The presentation also briefly touched on the Spring ’15 release of Microsoft Dynamics CRM, which will be enhanced in the areas of: productivity, social, mobility, analytics and knowledge.

That announcement shared stage time with a flurry of other demonstrations, reflecting Convergence’s shift to a broader audience of 12,000 customers this year, marking it as the biggest conference yet.

“Traditionally, Convergence was a focused event for Dynamics,” explained Judson Althoff, president of Microsoft North America, during a press briefing. “It has been expanded to be inclusive of all our innovations.”

That includes the new Surface Hub, introduced in January and given a lengthy keynote demonstration by general manager Julia White.
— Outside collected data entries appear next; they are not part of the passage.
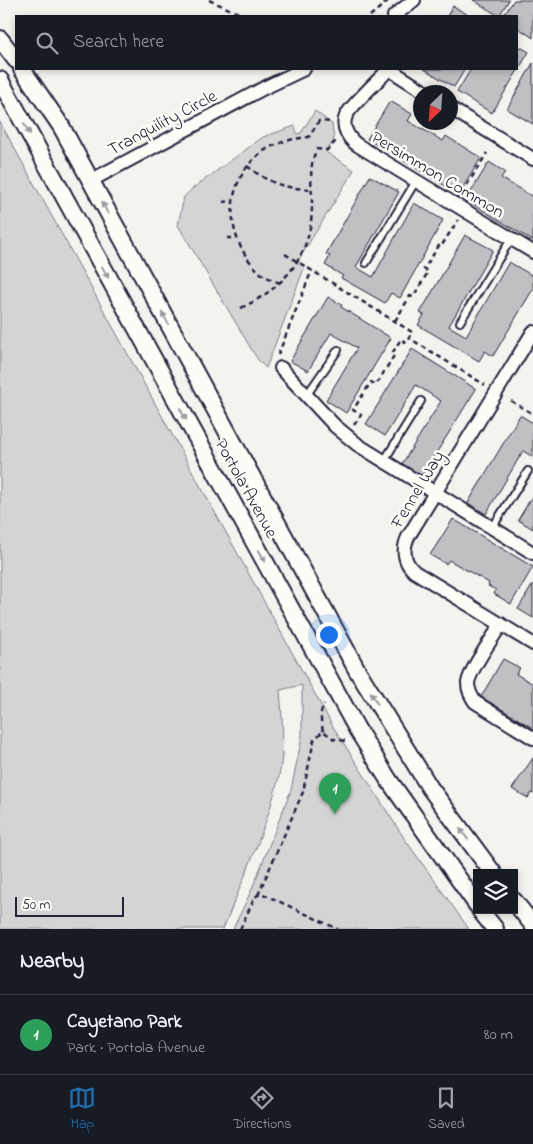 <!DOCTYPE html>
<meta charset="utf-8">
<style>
body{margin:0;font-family:"Indie Flower",sans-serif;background:#20242c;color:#f1f3f6}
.controls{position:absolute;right:15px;bottom:15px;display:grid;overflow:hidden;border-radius:0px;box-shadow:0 2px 8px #0003}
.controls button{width:45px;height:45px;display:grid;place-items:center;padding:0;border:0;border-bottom:1px solid #363941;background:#171b24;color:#f1f3f6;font:25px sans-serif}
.compass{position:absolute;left:413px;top:85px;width:45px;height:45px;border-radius:50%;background:#171b24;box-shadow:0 2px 8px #0003;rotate:205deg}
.scale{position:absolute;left:15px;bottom:12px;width:109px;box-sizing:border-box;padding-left:5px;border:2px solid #22223b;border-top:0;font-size:14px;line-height:18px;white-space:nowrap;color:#22223b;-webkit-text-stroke:4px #fdfcf7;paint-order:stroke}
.you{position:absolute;left:328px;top:634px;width:18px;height:18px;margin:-12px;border:4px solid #fff;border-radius:50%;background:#1a73e8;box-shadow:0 0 0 8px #1a73e833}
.badge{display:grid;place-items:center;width:32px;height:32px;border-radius:50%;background:#1f6fb2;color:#fff;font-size:16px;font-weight:700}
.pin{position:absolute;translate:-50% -41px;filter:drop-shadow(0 1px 2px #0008)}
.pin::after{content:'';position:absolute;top:26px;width:18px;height:15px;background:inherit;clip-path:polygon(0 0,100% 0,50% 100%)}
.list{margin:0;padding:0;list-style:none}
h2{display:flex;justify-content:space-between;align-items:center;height:65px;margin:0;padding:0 20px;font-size:21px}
h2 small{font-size:16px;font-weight:400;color:#9ea1a6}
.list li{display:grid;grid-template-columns:32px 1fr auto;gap:15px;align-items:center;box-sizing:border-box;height:80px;padding:0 20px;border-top:1px solid #363941}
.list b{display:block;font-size:19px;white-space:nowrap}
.list p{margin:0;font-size:16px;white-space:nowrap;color:#9ea1a6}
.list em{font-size:16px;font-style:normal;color:#9ea1a6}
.icon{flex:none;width:28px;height:28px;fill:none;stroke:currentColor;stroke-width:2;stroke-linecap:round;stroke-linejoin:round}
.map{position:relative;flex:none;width:533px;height:929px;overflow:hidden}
.search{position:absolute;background:#171b24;box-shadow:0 2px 8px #0003;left:15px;right:15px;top:15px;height:55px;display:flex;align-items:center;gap:12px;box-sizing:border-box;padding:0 18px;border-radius:0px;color:#9ea1a6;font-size:19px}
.sheet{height:145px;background:#171b24}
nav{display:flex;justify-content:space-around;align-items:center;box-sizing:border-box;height:70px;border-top:1px solid #363941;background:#171b24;font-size:14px;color:#9ea1a6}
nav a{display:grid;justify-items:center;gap:2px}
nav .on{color:#1f6fb2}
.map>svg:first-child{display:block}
.green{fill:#d5d4d5;stroke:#7c7b88}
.building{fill:#c0bfc2;stroke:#22223b}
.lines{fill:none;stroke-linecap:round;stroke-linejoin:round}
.lane-casing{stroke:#22223b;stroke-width:10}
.street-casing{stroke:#22223b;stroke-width:16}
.secondary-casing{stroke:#22223b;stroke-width:20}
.path{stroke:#22223b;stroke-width:2.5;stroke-dasharray:5 4;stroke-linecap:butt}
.lane{stroke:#fdfcf7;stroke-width:6}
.street{stroke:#fdfcf7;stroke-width:12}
.secondary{stroke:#fdfcf7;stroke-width:16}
.oneway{fill:#9a9aa2}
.labels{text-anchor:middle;stroke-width:5;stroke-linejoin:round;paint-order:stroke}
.street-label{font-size:18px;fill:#22223b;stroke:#fdfcf7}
</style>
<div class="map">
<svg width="533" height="929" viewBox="0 0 533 929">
<rect width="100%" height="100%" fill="#f4f3ef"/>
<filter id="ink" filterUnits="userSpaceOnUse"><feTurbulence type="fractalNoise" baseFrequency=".02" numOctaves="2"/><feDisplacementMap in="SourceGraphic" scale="10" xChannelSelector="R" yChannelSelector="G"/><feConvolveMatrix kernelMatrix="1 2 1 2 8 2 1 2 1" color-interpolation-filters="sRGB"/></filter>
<g filter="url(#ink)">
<path class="green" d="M315,111L332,124L334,140L326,152L354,170L298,261L305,266L266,368L259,361L253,352L178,225L184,197L192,189L263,137L295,126L297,134L301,133Z
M0,122L332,725L404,838L469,929H233L252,889L291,790L302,737V685L280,690C282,717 285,744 280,771C269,823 243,879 223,929H0Z"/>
<path class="building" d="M473,0H509L499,16Z
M514,0H533V38L517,27V16H503Z
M453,6L470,16H447Z
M517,45L529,52L492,113L457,92L471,69H517Z
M533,63V124L507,109Z
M424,69H465L454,87Z
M390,101L412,114L408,121L443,141L446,136L481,158L459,194L367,139Z
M489,162L505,172L501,178L533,197V241L466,200Z
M370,176L399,192L356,267L373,277L414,203L443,220L400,298L391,293L385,303L341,278L343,276L325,265L330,256L326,254Z
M465,235L493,250L449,326L466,336L509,262L533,276V289L493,356L485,351L479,361L418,325L424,315L420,313Z
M328,297L342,305L341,307L391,338L346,413L326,400L357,348L331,333L308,371L290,361Z
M412,349L476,389L422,476L402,464L441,401L416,385L385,436L366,424Z
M520,415L533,423V457L523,451L486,514L468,503Z
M533,495V529L518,520Z
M453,519L533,567L511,604L494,594L496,590L488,586L489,583L449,560L446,564L430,555Z
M533,584V618L518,609Z
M503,659L520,668L516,674L533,684V728L481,697Z
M533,758V794L531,793L528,798L512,789Z"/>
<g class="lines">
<defs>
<path id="lane" d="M366,263L416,181
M460,322L511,239
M306,396L338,350
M384,461L421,401
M492,528L528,471"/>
<path id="street" d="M394,16L414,0
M389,69C380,79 350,106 346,116C341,127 349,140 359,146L533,252
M389,69L425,92
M450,108L533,159
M90,181L264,88L304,69
M533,332L408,537C402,550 404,563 415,572L533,644
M281,368L335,426L358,445L533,553
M501,624C493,638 470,669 468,683C468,691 471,696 475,702L533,738"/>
<path id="secondary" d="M0,39L16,60
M22,69L61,126L357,670L430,788L493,873
M0,80L357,729L388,779L477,905
M514,901L533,925
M480,910L495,929"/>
</defs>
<use href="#lane" class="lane-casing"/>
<use href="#street" class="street-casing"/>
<use href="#secondary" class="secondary-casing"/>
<path class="path" d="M209,0L245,16
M370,16L389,0
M247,166C269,183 284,189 312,189
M462,193L487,153
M223,202L233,201
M227,238H236
M285,254L412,332L409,338L485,385
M280,283C275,281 268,278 263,275C224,243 221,183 262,152C275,143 294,138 309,137L319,121L332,122
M241,308C286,287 313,254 312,202C312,184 308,167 317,149L327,150L336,141
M395,321L410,296L413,297L428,272L424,269L440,244L442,245L458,220
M278,355L312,270
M511,401L533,414
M354,425L361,415L353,410L371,382L376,385L395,354L393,352L401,339L405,342L409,338
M323,731C321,721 319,713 324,704
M258,895L303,792L314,740L323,731L334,739L346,741
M240,929L255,897L261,893L338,929"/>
<use href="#lane" class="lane"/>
<use href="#street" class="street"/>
<use href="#secondary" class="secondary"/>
</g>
<defs><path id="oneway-solid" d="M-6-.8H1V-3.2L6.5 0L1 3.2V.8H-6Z" transform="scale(1.25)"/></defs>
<g class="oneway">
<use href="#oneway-solid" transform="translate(27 129) rotate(61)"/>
<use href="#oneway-solid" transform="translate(105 208) rotate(-119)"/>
<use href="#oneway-solid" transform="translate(105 272) rotate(61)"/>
<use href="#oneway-solid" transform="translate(165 318) rotate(-118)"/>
<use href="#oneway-solid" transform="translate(183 414) rotate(61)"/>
<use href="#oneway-solid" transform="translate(262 556) rotate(61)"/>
<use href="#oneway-solid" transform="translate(374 698) rotate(-121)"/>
<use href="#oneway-solid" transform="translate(464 834) rotate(-126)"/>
</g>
</g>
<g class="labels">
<g class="street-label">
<text transform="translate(162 122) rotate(-28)" y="6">Tranquility Circle</text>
<text transform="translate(438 174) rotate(31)" y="6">Persimmon Common</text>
<text transform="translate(247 488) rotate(61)" y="6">Portola Avenue</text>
<text transform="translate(417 489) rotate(-59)" y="6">Fennel Way</text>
</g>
</g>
</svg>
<div class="controls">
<button><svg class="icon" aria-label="layers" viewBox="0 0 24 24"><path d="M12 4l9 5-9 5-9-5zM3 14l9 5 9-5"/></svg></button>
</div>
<svg class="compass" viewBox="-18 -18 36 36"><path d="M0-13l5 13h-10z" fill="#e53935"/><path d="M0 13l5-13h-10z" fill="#9ea1a6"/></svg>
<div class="scale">50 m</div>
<div class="you"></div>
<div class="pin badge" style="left:335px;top:814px;background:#2e9e5b">1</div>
<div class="search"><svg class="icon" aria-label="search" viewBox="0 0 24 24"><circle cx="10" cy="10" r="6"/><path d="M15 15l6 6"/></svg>Search here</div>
</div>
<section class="sheet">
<h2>Nearby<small></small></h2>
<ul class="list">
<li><span class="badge" style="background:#2e9e5b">1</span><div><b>Cayetano Park</b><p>Park · Portola Avenue</p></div><em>80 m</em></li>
</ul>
</section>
<nav>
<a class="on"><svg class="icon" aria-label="map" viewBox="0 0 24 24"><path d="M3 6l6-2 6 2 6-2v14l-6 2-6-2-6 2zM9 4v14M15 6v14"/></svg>Map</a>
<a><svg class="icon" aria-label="directions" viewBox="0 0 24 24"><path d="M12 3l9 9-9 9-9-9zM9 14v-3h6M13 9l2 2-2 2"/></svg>Directions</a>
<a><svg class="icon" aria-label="saved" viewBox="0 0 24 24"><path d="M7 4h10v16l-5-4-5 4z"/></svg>Saved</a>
</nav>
The collaboration device, available later this year, was built to modernize meetings with its large digital canvas that has advanced touch capabilities and integrates Microsoft Office apps Word, Excel, PowerPoint, OneNote whiteboard and Skype for Business.

Skype for Business, a replacement for Micrsoft’s Lync communications tool for businesses, was also launched in test version and will be made generally available in April. Additionally, Microsoft announced the preview of business analytics service Power BI, along with the roll out of productivity tool Office Delve to eligible Office 365 customers.

As part of the Office 2016 preview, the new Microsoft Outlook was also highlighted. White demonstrated Outlook's new intuitive and collaborative attachment abilities, enabling users to select the most recently used documents across the Office suite and send them as links to be opened rather than physical attachments.

The integrated, collaborative nature of Microsoft’s many products are a necessity of today’s environment, according to Kirill Tatarinov, executive vice president of Microsoft Business Solutions.

“Data culture enables this completely new level of transparency,” he said. “Data [previously] locked in the deep cellars of the enterprise can be available to everybody.”

This information is especially critical for the back office, Tatarinov said, with predictive data an “imperative for people in finance.”

With transparency comes greater responsibility, of course, which Nadella touched on in explaining that “increasingly, the issue of our times is going to be privacy, and how you and as an organization are in control of the data that is being used.”

This will be bolstered by Microsoft’s cloud, he continued.

“We are building this intelligent cloud, with the richness of the cloud infrastructure and complexities and diversities of different industries. We want to build the most comprehensive cloud infrastructure to support hybrid computing in its purist form [providing flexibility for the customer] and thinking about empowering the individual, organizations and industries.”